(Saved entries)
..........
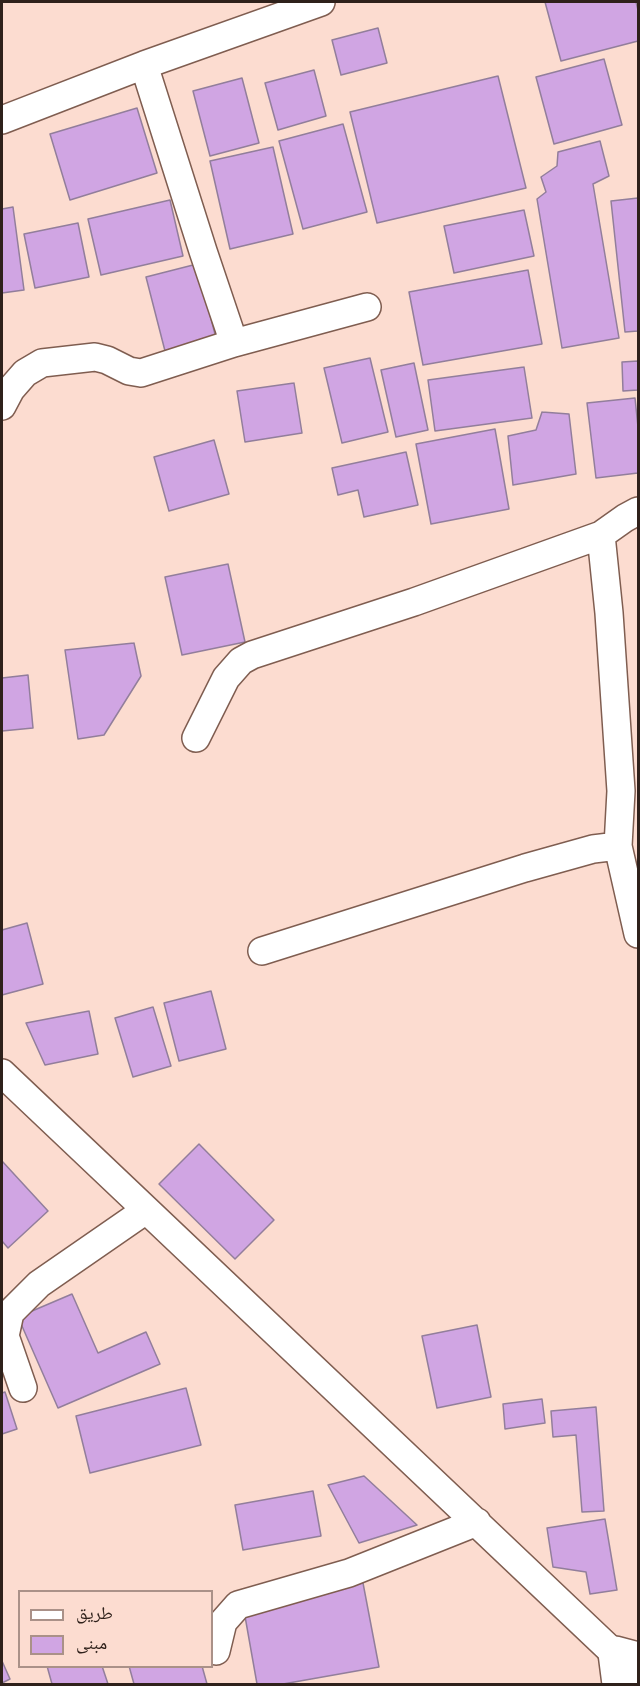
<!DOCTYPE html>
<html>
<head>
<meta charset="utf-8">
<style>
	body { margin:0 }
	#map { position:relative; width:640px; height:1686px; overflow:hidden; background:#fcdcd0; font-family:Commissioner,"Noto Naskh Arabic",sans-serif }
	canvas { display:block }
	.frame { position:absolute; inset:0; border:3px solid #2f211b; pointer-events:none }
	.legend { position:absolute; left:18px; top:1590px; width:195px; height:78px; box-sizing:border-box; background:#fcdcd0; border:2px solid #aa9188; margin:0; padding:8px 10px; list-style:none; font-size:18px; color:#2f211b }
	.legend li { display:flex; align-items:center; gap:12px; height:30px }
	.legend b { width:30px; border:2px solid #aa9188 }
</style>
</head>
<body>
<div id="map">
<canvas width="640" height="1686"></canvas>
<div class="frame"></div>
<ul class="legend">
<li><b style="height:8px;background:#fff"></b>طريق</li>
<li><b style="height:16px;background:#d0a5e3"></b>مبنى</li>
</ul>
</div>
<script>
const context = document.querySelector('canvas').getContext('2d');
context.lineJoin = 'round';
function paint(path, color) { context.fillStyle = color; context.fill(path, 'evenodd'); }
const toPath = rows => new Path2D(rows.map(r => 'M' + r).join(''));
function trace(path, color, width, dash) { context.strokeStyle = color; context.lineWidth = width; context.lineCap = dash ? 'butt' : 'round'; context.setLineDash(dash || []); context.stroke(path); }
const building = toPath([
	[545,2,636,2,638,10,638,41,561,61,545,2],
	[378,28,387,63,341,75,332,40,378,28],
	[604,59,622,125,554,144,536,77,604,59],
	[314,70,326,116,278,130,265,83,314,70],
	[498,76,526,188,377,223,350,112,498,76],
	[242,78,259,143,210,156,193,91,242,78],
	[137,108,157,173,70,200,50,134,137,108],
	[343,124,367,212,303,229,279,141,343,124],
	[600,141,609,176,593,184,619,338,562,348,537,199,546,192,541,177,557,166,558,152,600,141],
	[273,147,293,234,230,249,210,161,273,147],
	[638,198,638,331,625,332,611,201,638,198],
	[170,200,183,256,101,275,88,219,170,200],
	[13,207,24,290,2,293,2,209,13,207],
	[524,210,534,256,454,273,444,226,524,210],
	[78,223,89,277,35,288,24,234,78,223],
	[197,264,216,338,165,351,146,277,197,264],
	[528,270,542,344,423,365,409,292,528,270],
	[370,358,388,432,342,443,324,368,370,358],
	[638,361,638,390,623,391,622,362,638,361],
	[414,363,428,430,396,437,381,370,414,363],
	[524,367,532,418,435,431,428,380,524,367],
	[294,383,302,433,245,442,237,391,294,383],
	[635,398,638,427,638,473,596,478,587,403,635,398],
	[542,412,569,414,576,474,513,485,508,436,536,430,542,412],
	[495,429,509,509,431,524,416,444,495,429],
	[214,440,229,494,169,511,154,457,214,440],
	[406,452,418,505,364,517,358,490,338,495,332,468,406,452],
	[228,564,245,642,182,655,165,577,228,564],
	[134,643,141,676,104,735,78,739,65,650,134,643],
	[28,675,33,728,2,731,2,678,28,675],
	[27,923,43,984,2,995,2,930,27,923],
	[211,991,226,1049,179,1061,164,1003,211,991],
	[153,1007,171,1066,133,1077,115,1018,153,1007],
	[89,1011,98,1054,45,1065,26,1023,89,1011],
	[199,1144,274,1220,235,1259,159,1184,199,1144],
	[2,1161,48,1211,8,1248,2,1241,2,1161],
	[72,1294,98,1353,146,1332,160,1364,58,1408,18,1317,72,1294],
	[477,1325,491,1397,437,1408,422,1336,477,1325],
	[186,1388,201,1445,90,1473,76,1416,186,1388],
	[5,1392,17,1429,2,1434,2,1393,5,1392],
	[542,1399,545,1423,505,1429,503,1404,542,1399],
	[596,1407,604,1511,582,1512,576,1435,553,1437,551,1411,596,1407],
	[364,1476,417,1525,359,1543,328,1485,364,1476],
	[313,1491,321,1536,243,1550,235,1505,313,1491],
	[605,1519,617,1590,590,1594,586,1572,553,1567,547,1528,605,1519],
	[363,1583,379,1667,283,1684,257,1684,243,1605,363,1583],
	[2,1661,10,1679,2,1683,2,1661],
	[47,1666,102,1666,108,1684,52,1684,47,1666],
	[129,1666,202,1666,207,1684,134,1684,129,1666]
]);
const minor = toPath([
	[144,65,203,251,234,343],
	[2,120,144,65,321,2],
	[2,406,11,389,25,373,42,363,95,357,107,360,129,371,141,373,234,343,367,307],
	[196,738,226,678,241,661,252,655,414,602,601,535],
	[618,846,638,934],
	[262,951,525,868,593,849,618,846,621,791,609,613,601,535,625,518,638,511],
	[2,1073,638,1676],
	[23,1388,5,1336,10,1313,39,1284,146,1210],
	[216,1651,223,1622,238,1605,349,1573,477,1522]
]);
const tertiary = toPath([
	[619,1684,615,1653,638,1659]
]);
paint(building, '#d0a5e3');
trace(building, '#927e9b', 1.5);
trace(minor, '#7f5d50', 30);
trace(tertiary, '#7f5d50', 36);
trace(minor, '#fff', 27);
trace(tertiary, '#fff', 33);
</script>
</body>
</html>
..........
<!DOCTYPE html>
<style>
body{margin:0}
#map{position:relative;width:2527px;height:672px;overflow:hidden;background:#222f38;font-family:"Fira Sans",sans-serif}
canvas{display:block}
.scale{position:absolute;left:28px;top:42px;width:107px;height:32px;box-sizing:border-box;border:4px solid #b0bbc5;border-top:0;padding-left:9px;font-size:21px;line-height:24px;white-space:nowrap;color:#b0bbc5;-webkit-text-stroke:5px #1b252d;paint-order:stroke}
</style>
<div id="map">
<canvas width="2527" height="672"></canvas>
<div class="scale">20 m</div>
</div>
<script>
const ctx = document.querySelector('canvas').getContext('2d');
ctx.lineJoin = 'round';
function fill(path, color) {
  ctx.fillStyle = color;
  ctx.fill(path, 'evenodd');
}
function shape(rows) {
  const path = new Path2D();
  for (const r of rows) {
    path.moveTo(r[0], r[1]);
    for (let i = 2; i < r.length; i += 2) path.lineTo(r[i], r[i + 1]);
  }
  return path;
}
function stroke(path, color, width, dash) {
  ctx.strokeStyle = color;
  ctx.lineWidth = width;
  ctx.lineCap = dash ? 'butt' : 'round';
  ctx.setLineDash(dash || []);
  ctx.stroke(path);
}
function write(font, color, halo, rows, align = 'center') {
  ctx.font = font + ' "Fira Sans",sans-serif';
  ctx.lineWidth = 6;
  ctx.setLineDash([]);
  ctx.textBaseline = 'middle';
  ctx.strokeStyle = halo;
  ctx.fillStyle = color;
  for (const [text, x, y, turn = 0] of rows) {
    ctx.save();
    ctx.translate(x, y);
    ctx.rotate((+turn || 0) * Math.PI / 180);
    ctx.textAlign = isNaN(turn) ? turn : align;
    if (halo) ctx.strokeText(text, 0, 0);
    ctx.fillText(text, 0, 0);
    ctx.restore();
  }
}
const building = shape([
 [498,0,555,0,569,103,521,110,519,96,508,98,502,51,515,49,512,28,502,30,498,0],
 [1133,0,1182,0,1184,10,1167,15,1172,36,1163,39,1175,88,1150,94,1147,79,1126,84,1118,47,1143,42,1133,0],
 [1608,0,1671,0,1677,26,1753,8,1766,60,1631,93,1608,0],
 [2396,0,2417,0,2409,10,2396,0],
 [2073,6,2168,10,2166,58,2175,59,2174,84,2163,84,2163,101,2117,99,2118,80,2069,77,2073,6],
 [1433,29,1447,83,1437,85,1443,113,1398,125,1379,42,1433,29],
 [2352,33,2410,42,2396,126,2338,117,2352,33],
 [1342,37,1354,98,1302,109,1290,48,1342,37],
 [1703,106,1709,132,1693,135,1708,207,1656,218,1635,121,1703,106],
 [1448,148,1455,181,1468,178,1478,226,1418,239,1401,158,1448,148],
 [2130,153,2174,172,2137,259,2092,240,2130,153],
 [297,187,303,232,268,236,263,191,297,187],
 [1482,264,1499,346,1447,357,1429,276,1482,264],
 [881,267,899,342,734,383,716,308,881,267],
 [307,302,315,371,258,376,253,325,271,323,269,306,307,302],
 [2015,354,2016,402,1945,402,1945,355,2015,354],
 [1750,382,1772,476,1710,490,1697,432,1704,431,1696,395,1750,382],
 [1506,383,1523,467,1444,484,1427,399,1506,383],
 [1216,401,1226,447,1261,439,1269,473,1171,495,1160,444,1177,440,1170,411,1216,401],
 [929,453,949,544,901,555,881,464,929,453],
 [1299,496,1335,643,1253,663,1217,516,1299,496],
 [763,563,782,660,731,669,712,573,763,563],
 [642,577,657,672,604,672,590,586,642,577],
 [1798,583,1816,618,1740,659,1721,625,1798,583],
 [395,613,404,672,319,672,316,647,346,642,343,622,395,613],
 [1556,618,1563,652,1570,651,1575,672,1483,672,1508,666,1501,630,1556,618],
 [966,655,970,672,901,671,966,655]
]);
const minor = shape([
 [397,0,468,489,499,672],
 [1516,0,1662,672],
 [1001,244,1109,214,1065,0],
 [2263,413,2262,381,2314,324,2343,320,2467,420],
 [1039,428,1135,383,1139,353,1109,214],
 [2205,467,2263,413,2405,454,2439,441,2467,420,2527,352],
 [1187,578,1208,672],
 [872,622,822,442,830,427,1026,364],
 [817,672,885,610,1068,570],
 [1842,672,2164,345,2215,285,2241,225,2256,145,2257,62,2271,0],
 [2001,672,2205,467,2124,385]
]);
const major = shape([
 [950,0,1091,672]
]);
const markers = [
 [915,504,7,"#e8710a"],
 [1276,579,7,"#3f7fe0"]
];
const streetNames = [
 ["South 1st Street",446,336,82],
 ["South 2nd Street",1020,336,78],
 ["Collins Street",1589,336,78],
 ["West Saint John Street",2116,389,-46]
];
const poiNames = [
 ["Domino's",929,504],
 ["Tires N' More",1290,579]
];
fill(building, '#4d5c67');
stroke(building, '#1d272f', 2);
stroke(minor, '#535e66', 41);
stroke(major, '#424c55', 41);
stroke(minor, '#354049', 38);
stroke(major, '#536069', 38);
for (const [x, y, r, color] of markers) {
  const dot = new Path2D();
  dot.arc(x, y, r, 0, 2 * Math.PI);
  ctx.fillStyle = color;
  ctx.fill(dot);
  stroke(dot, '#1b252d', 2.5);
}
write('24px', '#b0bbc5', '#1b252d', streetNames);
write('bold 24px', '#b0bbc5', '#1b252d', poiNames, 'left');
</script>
..........
# EXERCISE DESCRIPTION
Scan the data above and copy each line containing the word "halo".

# RESPONSE TO THE EXERCISE
function write(font, color, halo, rows, align = 'center') {
  ctx.strokeStyle = halo;
    if (halo) ctx.strokeText(text, 0, 0);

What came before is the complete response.